Rob Manfred is your new MLB commissioner — here’s why

BALTIMORE — The 30 Major League Baseball teams endured a long, winding and occasionally contentious journey Wednesday and Thursday, in a hotel just a few blocks from Camden Yards. And after all that? They wound up opting for the safest destination.

Rob Manfred is your 10th baseball commissioner, having prevailed on the sixth vote Thursday in a process that took nearly 10 hours to complete on top of a long Wednesday. Manfred, the COO of Major League Baseball since last fall, represents an endorsement of baseball’s status quo and a final salute to outgoing commissioner Bud Selig, who wanted Manfred to replace him upon Selig’s retirement this coming January.

“There is no question that I would not be standing here today if not for Bud,” Manfred said in a news conference. “I hope that I will perform as the 10th commissioner in a way that will add to his great legacy.”

“He’s been at it for 20 years. He graduated with a Ph.D. in baseball,” Peter Angelos, the Orioles’ managing general partner, said of Manfred as the owners’ session broke up. “There are great expectations. Is he perfect? No. No one’s perfect. But I think he’ll do a sterling job and he’ll follow up successfully in the path of the retiring commissioner.”

Said Yankees president Randy Levine: “There’ll never be a commissioner like [Selig]. He’s revolutionized the game. I think Rob is going to try to continue and expand on it.”

The 55-year-old Manfred, a top MLB executive since 1998, entered the process as the favorite, yet had to outlast not only a pair of contenders but also a cadre of opponents who lobbied hard against his coronation. Tim Brosnan, baseball’s executive vice president for business, dropped out before the first votes were cast, leaving Red Sox chairman Tom Werner as the sole other candidate in an election in which 23 votes [75 percent] would win.

The first vote went 20-10 in Manfred’s favor, according to an industry source, and when the next vote went 21-9, that took Werner off the ballot, as per the parameters that a candidate needed at least one-third of the ballot to stay alive.

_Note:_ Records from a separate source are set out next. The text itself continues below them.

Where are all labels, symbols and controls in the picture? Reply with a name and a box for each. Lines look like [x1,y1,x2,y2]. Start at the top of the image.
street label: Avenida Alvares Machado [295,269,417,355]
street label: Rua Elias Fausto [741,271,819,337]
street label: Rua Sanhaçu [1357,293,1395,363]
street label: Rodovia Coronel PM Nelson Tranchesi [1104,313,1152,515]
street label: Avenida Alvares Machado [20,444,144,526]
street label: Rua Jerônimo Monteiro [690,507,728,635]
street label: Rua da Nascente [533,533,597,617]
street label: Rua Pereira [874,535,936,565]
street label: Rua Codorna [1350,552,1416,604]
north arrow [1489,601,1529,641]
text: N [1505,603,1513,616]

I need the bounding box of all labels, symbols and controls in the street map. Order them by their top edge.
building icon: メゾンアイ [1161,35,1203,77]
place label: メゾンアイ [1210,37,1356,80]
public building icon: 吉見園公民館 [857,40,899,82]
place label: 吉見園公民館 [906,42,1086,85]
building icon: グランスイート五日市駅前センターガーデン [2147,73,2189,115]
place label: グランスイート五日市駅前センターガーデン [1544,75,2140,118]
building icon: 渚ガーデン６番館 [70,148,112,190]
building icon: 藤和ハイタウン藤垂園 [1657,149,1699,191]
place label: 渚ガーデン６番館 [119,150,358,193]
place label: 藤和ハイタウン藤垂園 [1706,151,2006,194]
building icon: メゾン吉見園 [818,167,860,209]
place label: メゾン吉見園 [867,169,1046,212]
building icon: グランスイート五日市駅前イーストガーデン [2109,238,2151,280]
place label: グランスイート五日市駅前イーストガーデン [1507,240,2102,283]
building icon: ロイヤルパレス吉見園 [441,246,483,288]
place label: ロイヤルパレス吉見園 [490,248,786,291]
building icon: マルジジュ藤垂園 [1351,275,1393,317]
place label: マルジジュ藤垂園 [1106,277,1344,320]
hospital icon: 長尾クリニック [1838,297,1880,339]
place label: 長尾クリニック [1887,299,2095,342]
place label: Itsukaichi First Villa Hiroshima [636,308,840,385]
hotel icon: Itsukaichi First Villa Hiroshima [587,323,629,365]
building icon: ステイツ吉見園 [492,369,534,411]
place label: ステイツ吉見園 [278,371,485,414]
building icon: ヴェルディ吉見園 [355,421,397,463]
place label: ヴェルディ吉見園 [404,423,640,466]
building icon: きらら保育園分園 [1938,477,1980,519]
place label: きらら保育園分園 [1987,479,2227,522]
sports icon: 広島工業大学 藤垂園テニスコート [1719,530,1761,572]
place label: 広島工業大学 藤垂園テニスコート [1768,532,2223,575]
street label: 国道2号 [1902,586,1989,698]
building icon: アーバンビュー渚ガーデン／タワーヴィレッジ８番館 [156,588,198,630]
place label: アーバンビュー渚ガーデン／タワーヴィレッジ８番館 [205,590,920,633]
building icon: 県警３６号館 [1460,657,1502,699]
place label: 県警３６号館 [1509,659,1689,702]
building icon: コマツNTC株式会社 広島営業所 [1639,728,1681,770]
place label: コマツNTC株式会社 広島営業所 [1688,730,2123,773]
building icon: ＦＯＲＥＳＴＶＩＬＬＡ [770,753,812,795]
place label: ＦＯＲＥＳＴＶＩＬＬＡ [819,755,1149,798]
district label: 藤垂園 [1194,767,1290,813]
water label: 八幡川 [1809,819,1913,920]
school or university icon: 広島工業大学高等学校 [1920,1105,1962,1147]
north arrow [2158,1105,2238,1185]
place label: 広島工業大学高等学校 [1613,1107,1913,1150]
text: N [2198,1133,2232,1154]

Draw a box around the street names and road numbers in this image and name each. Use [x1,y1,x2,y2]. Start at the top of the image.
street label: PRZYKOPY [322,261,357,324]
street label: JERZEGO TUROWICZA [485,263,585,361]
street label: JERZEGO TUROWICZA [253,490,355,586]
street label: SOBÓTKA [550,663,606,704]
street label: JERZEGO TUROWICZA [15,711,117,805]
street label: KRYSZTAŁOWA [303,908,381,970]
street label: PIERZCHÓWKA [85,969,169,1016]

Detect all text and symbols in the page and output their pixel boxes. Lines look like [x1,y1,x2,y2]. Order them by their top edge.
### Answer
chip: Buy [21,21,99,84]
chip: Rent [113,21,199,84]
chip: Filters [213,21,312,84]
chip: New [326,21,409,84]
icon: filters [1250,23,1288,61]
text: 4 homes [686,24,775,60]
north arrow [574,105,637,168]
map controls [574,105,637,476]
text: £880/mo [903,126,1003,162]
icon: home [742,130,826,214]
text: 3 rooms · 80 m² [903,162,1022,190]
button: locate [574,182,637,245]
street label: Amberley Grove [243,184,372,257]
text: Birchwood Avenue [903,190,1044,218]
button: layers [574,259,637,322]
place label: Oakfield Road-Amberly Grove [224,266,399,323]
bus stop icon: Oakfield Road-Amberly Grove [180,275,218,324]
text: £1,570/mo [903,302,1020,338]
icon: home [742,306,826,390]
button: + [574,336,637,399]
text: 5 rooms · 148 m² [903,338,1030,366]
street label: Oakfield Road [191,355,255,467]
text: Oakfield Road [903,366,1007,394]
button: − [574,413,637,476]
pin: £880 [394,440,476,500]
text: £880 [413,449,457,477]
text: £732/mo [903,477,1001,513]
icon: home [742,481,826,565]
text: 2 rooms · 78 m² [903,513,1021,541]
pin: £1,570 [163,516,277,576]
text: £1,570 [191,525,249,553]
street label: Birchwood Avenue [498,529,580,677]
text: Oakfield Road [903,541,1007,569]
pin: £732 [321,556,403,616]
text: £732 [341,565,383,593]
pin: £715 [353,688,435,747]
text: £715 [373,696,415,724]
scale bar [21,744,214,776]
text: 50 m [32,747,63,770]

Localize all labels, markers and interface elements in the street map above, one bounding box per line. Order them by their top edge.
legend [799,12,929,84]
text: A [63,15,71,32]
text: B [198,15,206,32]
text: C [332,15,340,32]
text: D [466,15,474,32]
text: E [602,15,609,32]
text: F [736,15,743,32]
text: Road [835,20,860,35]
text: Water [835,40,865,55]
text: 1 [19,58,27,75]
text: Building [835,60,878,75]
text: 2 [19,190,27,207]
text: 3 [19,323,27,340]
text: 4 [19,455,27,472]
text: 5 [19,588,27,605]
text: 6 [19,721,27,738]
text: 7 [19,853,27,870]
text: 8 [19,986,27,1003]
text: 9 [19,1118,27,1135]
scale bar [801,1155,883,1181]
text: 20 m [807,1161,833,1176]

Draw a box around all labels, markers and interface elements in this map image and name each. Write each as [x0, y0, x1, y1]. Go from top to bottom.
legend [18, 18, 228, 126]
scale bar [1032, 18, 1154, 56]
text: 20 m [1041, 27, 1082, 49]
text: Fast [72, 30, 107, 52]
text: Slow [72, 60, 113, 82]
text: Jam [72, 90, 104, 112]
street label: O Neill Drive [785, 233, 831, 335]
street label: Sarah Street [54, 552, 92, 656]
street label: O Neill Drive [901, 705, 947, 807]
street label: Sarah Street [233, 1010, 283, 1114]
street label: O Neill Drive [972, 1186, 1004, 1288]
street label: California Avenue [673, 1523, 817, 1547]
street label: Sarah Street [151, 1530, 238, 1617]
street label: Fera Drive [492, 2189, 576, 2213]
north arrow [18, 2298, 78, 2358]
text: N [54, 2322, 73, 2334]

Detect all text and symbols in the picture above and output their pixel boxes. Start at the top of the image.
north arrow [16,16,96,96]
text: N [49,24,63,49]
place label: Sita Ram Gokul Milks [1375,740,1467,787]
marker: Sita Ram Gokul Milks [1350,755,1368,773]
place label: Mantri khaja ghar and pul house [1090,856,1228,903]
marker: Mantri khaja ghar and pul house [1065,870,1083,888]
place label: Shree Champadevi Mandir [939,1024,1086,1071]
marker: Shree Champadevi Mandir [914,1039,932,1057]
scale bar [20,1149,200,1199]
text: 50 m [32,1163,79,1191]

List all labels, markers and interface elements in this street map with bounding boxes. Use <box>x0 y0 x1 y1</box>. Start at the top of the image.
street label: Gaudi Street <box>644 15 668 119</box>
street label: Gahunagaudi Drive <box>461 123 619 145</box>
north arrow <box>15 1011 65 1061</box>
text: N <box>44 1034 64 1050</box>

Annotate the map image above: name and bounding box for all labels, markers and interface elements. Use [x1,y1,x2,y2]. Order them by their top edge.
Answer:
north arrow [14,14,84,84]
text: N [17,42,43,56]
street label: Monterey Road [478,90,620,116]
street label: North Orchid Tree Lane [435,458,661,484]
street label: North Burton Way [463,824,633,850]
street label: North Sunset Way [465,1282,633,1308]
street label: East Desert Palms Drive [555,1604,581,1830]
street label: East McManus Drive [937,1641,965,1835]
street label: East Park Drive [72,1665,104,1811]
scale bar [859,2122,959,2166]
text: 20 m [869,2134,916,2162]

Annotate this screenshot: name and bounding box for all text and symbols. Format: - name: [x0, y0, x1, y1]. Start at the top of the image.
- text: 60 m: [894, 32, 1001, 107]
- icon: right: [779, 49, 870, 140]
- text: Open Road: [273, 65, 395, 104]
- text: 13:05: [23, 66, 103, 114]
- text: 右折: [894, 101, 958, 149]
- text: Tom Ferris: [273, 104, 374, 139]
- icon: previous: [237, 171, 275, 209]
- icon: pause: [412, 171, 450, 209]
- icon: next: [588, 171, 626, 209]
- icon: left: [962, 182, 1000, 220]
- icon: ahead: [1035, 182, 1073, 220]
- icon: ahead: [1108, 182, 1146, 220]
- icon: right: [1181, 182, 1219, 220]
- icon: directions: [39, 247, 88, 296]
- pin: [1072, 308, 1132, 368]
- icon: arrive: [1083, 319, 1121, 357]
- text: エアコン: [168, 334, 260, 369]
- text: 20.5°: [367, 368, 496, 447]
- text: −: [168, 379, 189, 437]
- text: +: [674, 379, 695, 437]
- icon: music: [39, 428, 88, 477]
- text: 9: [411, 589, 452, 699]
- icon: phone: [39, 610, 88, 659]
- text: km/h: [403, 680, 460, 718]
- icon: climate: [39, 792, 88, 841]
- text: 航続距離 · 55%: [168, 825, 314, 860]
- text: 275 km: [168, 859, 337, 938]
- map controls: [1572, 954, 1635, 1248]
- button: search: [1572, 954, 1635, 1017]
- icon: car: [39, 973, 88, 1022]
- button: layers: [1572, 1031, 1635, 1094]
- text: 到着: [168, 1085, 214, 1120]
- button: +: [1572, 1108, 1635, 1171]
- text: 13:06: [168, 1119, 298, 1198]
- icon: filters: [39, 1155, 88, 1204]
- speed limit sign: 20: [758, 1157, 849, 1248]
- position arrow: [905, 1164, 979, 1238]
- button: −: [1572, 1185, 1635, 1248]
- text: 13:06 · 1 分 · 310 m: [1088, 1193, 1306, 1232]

At that juncture, the vote turned into a yes or no on Manfred, and that underlined the reality that a group led by White Sox chairman Jerry Reinsdorf stood as much anti-Manfred as pro-Werner. Manfred got 22 yeses in his first-go-round, then down to 20, then back up to 22, with the no votes cast by Arizona, Boston, the White Sox, Cincinnati, the Angels, Oakland, Toronto and Washington. Milwaukee and Tampa Bay had voted against Manfred earlier in the process.

The Nationals flipped on the sixth ballot, giving Manfred the 23 votes he needed and avoiding a stalemate the current commissioner clearly did not want. Selig then ordered a symbolic seventh vote in which the teams supported Manfred unanimously.

Werner and Brosnan both admitted to their disappointment. Werner just goes back to his job with the Red Sox, with momentum to advance some of the innovations he discussed in his presentation.

“I think some of the ideas we talked about to speed up the play of the game, to capture a generation of young fans, to make the game more popular internationally, they got a warm reception, and I’ll continue to work on those,” Werner said.

Brosnan’s future, on the other hand, is uncertain. “We’ve had a fantastic run,” Brosnan said, “and I’m looking forward to the next fantastic run.”

Since 2000, Brosnan negotiated all of baseball’s lucrative television and sponsorship deals; he got to speak to the owners four times a year and tell them how much he was filling their pockets. Manfred, meanwhile, dealt with less sexy matters like labor talks and drug investigations. Yet he made the trains run at times more than anyone else at MLB — most important of all, he has been the key player in the last three stoppage-free collective bargaining agreements — and that proved to matter the most.

“The other candidates are excellent also,” Angelos said, “but he’s got the experience, and everyone’s looking to him to solve the problems that baseball has and to expand on the success of baseball.”

Said Selig: “I’ve given him many tasks, a lot of them not very pleasant. … I have justifiably very high expectations.”

Manfred, having just been elected, chose not to get very specific in his goals and priorities. He said: “I think the most striking thing for me the last couple of days is how passionate the owners are about the way the game is played, the business of baseball. I think there’s a huge amount of consensus about certain types of efforts that we will be undertaking to move the game forward. I think the modernization of the game that you saw with instant replay, innovations like that which Commissioner Selig has begun.”

Selig may not be very popular among the general public, but he was legendarily so among the owners’ fraternity. Manfred, if not quite as popular in that set, won the contest nonetheless. When the stakes are this high, the safe choice often fares well.